| WHAT IS NEEDED |
As the answer, set down the lines below from the one containing "Describe this picture" through the one containing "Give me a JSON index of this street map. Keep", exactly and inclusively, and no others.

| DATA FOR PROCESSING |
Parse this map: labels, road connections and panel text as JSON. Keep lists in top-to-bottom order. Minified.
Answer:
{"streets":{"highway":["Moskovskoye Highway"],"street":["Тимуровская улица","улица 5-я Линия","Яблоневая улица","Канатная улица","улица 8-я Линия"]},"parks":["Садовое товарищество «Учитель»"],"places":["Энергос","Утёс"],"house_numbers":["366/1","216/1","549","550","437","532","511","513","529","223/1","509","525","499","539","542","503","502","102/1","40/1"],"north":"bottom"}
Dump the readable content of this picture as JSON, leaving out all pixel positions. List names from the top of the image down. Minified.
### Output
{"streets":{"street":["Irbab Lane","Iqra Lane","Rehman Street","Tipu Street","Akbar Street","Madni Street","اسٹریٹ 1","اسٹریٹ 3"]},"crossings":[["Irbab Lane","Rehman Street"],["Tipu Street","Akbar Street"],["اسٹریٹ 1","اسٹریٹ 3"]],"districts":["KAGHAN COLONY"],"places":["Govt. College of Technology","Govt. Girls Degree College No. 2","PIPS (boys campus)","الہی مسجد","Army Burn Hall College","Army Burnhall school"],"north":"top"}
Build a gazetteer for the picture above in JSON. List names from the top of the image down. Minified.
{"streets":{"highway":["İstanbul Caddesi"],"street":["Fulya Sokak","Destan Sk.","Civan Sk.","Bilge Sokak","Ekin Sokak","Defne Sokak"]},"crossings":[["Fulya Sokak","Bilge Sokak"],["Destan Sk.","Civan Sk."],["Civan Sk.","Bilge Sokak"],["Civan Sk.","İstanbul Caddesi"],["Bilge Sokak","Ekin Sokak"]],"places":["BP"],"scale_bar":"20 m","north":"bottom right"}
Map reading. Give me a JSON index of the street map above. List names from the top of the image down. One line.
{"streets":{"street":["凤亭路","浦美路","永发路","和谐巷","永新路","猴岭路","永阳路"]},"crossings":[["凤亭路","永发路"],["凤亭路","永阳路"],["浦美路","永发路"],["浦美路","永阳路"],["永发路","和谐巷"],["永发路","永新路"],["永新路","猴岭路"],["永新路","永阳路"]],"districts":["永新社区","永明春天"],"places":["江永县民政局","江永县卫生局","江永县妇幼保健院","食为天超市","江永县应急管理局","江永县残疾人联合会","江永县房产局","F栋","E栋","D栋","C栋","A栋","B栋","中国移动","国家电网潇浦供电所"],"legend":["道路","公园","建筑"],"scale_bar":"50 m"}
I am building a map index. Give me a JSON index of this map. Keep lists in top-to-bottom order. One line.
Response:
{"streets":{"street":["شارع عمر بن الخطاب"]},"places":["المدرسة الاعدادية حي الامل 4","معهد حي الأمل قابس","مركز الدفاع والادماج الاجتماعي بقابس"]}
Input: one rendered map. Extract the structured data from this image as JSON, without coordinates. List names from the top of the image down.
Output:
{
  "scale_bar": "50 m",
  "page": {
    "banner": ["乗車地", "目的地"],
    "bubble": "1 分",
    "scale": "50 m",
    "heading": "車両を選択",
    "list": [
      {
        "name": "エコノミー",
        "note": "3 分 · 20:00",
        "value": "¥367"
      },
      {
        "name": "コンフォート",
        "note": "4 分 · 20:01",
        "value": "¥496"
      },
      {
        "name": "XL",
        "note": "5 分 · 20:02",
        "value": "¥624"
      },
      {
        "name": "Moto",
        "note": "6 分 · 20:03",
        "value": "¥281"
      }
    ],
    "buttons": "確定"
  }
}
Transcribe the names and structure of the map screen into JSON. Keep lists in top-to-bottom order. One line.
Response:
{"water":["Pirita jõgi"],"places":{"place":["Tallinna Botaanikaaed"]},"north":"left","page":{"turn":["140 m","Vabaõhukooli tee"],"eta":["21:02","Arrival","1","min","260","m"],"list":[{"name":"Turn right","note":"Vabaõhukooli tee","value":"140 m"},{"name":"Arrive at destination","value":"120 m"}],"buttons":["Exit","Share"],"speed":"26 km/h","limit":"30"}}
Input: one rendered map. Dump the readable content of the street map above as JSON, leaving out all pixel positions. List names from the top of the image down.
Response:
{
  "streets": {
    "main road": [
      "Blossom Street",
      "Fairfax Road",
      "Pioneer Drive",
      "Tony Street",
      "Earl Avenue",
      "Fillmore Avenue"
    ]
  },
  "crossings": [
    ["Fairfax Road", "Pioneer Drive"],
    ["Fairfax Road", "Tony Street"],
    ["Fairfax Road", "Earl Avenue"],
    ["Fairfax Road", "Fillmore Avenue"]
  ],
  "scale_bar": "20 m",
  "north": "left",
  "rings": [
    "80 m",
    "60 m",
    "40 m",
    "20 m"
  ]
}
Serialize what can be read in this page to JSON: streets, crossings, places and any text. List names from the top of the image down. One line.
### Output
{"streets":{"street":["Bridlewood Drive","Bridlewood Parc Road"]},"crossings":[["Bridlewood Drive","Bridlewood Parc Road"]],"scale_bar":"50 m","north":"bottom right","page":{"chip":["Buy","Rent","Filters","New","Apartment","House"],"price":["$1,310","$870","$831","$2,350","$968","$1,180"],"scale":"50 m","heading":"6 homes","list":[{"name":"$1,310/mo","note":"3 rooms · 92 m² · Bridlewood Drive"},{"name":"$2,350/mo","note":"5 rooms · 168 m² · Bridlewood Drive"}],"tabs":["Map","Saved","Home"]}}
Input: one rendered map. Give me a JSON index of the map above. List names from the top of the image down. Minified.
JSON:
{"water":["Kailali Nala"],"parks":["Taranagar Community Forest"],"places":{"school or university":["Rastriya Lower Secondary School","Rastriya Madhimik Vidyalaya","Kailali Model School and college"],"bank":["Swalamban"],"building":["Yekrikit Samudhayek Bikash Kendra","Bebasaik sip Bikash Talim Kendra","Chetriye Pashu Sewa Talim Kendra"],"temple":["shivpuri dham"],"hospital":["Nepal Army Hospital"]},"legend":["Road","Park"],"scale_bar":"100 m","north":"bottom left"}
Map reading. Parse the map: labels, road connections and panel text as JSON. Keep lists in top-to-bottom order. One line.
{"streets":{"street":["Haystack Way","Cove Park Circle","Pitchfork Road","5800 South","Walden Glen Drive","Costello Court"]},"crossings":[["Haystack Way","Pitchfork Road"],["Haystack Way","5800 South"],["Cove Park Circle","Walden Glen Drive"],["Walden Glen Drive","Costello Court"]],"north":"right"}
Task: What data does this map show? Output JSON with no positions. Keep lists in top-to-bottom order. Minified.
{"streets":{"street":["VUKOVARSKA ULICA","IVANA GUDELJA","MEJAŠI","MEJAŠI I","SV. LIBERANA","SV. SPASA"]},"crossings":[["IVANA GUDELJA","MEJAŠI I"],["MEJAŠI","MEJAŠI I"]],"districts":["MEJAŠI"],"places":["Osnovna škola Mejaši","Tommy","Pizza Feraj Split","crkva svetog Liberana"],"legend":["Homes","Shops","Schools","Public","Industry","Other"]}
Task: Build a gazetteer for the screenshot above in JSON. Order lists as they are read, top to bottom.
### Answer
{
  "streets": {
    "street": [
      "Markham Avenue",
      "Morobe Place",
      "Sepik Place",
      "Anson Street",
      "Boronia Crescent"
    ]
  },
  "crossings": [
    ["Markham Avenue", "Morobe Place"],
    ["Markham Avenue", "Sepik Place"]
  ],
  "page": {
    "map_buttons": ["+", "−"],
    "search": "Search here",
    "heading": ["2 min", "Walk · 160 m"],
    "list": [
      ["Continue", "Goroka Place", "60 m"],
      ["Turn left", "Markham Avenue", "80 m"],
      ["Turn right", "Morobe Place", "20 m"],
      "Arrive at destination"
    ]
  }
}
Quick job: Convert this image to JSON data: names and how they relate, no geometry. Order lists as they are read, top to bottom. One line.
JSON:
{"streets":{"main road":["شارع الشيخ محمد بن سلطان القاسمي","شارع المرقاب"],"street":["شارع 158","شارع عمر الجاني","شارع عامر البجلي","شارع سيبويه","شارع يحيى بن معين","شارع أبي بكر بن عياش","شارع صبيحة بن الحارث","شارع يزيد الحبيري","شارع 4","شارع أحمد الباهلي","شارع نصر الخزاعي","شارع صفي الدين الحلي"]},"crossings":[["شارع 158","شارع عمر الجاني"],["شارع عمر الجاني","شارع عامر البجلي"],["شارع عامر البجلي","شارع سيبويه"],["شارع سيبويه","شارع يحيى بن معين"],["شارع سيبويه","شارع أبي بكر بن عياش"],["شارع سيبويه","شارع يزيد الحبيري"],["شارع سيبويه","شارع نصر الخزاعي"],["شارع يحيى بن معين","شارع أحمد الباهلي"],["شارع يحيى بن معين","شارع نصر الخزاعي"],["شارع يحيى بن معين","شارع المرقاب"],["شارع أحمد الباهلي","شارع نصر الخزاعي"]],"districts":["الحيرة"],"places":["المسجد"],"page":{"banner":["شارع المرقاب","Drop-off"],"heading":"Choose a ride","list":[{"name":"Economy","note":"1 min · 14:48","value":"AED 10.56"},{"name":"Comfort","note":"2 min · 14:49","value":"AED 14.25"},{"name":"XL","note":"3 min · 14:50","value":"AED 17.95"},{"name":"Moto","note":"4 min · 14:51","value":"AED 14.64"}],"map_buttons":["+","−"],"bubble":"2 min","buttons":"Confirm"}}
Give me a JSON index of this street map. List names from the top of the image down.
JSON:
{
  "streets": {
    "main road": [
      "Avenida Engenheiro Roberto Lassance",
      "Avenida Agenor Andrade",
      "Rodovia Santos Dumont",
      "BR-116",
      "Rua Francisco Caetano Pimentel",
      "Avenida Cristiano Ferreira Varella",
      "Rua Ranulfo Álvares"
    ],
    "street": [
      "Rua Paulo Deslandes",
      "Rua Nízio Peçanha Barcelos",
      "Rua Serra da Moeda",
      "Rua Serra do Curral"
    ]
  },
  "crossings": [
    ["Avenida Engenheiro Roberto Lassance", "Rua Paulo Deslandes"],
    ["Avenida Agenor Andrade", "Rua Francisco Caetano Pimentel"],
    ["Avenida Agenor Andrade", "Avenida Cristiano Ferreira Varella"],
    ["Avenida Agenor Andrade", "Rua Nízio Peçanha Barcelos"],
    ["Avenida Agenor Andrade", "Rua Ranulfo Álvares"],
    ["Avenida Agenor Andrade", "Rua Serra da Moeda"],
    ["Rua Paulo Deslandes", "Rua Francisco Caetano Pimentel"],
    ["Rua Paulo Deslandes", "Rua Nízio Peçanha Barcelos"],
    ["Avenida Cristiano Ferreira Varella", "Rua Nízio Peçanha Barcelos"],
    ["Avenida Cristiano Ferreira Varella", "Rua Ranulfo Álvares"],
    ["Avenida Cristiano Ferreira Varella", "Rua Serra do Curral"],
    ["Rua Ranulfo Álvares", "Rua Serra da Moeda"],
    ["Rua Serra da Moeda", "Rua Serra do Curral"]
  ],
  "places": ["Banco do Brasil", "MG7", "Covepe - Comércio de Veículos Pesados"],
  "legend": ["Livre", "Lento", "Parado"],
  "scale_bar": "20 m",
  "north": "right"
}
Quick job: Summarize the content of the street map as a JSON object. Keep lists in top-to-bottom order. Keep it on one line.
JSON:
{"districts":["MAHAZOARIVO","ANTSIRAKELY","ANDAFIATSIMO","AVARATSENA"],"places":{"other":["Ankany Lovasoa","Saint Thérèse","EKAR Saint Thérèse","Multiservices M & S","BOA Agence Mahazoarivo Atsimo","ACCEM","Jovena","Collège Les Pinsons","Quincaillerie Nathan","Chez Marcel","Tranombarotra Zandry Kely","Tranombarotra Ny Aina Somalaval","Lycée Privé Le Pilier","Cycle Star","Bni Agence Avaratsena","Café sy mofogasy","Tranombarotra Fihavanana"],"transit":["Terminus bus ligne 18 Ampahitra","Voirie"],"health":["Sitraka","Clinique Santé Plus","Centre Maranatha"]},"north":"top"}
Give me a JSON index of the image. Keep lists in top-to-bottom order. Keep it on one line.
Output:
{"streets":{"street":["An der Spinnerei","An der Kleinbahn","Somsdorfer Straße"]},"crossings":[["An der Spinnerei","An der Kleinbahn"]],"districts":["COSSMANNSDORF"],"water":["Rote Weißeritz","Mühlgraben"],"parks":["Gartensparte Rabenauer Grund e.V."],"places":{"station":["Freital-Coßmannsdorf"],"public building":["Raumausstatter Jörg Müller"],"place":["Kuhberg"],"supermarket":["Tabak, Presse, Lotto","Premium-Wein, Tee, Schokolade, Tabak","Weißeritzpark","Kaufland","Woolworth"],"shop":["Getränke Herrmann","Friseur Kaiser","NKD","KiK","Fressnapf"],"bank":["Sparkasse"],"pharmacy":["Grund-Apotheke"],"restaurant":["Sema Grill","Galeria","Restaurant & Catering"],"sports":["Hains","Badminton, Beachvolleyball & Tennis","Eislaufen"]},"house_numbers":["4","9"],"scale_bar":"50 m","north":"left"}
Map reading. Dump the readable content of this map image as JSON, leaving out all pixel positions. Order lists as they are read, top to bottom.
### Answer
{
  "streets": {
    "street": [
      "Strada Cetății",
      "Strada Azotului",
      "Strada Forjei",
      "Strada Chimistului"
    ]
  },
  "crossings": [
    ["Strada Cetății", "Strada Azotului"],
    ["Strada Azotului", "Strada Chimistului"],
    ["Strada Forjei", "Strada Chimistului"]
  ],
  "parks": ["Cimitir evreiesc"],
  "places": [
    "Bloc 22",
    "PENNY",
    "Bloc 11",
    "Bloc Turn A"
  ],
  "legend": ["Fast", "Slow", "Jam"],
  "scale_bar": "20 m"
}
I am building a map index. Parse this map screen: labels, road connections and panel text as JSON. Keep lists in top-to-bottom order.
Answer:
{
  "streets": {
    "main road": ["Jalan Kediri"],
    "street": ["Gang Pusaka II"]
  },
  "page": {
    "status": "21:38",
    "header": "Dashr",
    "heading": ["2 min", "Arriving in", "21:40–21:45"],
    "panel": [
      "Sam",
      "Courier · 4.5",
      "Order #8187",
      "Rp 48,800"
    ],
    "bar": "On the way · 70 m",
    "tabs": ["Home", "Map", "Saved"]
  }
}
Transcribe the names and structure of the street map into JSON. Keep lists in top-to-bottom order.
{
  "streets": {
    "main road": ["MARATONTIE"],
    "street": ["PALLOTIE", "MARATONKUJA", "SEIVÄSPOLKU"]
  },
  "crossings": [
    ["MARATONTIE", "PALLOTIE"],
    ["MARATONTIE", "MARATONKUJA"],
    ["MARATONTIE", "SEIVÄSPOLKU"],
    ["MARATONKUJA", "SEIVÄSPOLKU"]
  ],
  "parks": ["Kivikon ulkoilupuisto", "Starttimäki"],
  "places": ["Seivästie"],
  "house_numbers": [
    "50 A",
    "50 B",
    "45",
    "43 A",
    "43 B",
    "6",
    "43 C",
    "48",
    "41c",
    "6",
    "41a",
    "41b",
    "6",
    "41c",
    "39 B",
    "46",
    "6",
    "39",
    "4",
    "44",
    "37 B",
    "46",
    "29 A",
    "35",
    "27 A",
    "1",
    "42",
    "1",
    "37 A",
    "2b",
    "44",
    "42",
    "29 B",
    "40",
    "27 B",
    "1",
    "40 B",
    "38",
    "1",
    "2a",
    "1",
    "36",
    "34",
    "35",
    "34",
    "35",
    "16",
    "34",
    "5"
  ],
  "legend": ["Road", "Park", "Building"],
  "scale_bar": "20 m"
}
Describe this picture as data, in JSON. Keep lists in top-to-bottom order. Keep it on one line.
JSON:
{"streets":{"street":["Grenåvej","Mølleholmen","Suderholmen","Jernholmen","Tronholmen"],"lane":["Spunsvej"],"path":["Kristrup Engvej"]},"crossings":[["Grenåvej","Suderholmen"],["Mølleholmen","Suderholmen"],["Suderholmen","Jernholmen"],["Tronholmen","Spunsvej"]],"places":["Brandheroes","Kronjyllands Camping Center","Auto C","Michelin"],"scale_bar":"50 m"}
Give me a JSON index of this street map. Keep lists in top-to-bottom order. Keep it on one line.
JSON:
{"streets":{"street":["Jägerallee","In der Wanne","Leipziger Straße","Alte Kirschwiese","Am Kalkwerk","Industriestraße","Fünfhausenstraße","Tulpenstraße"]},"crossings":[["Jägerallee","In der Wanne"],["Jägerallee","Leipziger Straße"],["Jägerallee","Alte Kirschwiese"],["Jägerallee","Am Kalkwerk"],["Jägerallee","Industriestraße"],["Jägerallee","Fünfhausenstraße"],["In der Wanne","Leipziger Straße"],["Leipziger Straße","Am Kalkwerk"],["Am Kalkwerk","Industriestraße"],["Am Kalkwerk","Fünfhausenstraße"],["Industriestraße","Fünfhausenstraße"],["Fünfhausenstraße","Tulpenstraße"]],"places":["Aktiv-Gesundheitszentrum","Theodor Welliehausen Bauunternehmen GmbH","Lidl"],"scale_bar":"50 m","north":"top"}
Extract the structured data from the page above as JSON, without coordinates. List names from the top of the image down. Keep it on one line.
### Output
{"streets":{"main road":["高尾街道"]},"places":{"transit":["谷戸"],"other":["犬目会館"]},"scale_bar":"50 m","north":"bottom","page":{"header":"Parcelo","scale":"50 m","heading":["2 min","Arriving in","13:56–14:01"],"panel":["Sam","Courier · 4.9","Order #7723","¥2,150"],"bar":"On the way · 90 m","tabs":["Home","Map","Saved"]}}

| RESULT OF THIS EXERCISE |
Describe this picture as data, in JSON. Keep lists in top-to-bottom order. Keep it on one line.
JSON:
{"streets":{"street":["Grenåvej","Mølleholmen","Suderholmen","Jernholmen","Tronholmen"],"lane":["Spunsvej"],"path":["Kristrup Engvej"]},"crossings":[["Grenåvej","Suderholmen"],["Mølleholmen","Suderholmen"],["Suderholmen","Jernholmen"],["Tronholmen","Spunsvej"]],"places":["Brandheroes","Kronjyllands Camping Center","Auto C","Michelin"],"scale_bar":"50 m"}
Give me a JSON index of this street map. Keep lists in top-to-bottom order. Keep it on one line.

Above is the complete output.